The authors of the child rights declaration never tried to solve this puzzle. They looked away from the fate of Jewish children in Nazi Germany. In 1924, one Save the Children worker had not solved, but at least pre-empted the puzzle, when a copy of the Declaration was posted to him in a refugee camp in Salonika, Greece. Looking out across a sea of tents and a community of people that no nation would claim as their own, he said, it is ‘impossible’ to see how child rights could work for the stateless.

After the United Nations ratified the Declaration of Human Rights in 1948, Hannah Arendt was similarly sceptical. The new Human Rights that people were assured of — freedom, privacy, work, family — could only be upheld by nation-states. There was a ‘right to have rights’ that could only be conferred by citizenship. In the seventy-five years since she observed this, humanitarian agencies and the United Nations have tried to plug these gaps — providing education in refugee camps, for example — for people who do not have the ‘right to have rights’ conferred by statehood. In rare cases, the International Criminal Courts have prosecuted human rights violations, and the European Court of Human Rights provided a mechanism for people to claim human rights they were being denied by their own states. It’s never been enough.

Where Human Rights have failed, humanitarian organisations have promoted an image of children as somehow more human, more valuable, than other victims. Calling on a colonial tradition of paternalism, aid organisations asked donors to imagine themselves not in an equal relationship to the suffering child, but a parental one. The child could more easily be imagined as kin than another adult, over whom your authority would not be automatic. Because children’s selfhood, culture, ideas, or opinions did not have to be reckoned with, aid organisations could value them based on who they might become. Unlike the adults in their community — polluted by poverty or politics — they might grow up in the image of their Western saviours.

I think every day of a five-year-old boy named Iyad, who, in the image released by his family, was doing the same ‘thumbs up’ photo pose currently favoured by my four-year-old son. Is my grief for him merely a projection of my love for my son, or myself? Is his too-short life, ended by a bomb in his home in the Jabalia refugee camp, tragic because of the things he might have become? This is the way that media reportage often calls on our sympathies for the children who might have been doctors, teachers, or lawyers. They often focus on what children might become. But Iyad should have had the right to simply be. His being, not his becoming, has to be enough.

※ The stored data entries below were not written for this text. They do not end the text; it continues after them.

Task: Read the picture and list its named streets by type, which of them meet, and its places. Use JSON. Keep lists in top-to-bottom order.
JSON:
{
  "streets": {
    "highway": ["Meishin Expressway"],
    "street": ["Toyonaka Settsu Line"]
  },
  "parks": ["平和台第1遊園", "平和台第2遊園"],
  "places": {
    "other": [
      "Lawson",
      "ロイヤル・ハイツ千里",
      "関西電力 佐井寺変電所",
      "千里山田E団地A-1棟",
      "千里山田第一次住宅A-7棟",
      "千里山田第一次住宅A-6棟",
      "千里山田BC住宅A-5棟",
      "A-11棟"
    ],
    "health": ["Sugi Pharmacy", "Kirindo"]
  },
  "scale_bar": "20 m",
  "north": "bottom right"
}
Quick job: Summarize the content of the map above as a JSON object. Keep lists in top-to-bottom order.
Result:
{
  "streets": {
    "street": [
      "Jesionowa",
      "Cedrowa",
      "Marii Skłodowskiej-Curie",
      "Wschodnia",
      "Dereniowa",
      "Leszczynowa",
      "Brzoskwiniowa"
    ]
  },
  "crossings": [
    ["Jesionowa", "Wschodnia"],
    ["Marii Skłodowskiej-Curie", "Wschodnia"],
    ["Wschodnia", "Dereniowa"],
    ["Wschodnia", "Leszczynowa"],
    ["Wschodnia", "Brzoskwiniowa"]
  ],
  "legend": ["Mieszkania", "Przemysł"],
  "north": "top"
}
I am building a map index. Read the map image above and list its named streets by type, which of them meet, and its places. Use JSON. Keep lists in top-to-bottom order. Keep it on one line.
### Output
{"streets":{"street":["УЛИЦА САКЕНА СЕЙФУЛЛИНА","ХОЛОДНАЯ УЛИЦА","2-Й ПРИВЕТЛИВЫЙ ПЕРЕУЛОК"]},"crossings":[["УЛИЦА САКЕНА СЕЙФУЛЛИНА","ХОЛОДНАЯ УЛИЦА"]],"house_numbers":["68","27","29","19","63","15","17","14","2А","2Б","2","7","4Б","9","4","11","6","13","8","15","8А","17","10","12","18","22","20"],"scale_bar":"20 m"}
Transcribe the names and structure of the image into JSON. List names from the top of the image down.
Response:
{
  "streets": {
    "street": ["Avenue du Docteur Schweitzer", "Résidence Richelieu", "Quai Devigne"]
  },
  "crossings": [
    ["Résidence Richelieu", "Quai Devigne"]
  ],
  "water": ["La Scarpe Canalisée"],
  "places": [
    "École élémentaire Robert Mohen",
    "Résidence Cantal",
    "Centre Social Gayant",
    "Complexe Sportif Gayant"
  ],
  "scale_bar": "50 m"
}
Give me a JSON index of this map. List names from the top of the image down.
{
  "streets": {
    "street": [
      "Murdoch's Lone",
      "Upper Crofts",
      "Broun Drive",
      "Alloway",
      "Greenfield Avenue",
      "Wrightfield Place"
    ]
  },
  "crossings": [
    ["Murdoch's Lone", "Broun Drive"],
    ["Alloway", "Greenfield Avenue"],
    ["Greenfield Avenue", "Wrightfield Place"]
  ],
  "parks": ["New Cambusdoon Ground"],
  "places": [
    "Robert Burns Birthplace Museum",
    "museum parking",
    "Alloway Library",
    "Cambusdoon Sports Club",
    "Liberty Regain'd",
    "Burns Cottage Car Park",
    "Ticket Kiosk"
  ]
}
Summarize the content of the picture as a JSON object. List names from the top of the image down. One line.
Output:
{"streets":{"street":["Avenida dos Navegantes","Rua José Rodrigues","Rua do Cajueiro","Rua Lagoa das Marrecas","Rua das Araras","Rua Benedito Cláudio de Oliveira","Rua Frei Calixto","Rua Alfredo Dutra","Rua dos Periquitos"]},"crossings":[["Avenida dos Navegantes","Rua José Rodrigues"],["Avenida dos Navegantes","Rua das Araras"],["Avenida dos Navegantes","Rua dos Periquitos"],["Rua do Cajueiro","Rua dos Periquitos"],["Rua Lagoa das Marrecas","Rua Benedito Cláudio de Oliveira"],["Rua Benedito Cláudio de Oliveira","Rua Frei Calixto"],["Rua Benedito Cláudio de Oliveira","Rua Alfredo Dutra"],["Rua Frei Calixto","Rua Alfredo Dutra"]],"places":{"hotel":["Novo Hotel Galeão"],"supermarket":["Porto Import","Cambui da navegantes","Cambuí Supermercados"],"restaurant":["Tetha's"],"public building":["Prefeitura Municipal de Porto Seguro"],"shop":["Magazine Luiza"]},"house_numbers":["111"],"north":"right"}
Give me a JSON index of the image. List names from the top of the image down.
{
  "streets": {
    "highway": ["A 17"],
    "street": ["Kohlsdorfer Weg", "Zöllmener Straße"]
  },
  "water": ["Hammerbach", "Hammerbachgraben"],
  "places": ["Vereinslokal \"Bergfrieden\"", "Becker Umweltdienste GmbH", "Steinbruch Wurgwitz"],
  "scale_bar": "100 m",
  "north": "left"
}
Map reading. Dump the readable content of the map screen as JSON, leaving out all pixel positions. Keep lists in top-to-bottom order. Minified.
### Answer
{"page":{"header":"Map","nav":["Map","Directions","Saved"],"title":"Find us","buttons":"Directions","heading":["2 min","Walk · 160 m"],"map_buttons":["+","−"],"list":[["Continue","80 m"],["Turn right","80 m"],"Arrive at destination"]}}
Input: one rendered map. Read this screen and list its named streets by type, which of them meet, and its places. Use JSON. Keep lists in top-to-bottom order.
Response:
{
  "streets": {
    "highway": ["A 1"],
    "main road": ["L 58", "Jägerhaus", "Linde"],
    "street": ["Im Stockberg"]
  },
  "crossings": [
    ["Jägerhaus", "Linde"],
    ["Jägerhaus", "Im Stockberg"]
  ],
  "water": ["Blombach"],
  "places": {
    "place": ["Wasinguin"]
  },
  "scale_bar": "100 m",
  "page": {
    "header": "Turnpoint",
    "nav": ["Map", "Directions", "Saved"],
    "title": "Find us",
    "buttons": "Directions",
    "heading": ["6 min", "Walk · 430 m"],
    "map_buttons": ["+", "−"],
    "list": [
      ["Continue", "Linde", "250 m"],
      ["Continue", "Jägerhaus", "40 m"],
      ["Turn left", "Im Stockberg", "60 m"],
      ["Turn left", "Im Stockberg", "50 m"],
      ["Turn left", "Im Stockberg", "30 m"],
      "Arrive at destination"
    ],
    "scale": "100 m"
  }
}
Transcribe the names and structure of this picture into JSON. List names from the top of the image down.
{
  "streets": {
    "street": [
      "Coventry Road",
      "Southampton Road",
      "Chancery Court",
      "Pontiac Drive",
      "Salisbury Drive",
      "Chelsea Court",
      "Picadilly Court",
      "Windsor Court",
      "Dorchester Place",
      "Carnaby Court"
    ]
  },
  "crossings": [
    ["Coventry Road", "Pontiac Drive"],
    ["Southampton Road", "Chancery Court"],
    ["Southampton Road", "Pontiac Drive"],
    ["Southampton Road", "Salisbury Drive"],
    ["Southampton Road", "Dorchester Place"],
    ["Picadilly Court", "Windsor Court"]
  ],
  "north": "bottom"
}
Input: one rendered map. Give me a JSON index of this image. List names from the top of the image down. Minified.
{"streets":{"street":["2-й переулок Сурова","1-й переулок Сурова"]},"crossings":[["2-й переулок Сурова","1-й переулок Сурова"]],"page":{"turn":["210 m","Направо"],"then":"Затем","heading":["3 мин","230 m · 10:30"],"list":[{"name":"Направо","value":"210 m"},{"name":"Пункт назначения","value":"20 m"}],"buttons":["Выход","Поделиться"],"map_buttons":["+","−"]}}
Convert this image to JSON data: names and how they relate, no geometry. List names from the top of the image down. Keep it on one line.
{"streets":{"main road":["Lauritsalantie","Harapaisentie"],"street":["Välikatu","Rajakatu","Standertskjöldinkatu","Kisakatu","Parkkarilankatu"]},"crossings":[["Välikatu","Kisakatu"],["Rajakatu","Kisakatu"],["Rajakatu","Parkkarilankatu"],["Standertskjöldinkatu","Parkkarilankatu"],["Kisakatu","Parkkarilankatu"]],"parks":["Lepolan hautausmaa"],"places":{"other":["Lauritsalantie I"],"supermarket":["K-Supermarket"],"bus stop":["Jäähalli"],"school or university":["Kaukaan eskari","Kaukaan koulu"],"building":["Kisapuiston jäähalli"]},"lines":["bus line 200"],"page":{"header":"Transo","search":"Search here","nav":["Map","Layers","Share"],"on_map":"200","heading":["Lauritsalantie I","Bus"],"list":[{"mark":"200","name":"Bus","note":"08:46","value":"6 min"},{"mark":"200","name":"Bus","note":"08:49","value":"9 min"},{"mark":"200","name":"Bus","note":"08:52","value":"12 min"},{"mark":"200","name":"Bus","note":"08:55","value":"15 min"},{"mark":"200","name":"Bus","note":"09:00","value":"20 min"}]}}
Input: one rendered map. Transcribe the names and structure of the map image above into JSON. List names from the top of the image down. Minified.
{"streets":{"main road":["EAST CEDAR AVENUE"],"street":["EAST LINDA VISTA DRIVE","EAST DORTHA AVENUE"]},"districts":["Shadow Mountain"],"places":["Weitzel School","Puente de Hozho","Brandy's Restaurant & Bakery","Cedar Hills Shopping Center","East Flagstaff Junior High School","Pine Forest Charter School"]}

Ninety-nine years ago, the first group of women who proclaimed the rights of children, who strove to protect children from war, were only interested in children’s becoming. Children were the future, and children whose future they could not envisage were abandoned to their fate. It feels like we’ve learned nothing. Seas are rising, entire communities are being wiped out. In Britain, we have abandoned public health precautions in favour of convince and leave the old, disabled, and unwell to their fates in a pandemic that is still ongoing. In some of the world’s wealthiest nations, children are starving. More children are living under bombs and blockades than at any time since 1945. Despite advanced medical care, fertility treatments, humanitarian appeals that spotlight the pain of war-torn childhoods, perhaps we have begun to value children less.

The rights of children in Gaza must be upheld neither because they are more worthy than adults nor because of the worthy adults they might become. The rights of children in Gaza matter not because they might be like us, but because we are like them: fragile, human and dependant on each other to protect our right to be.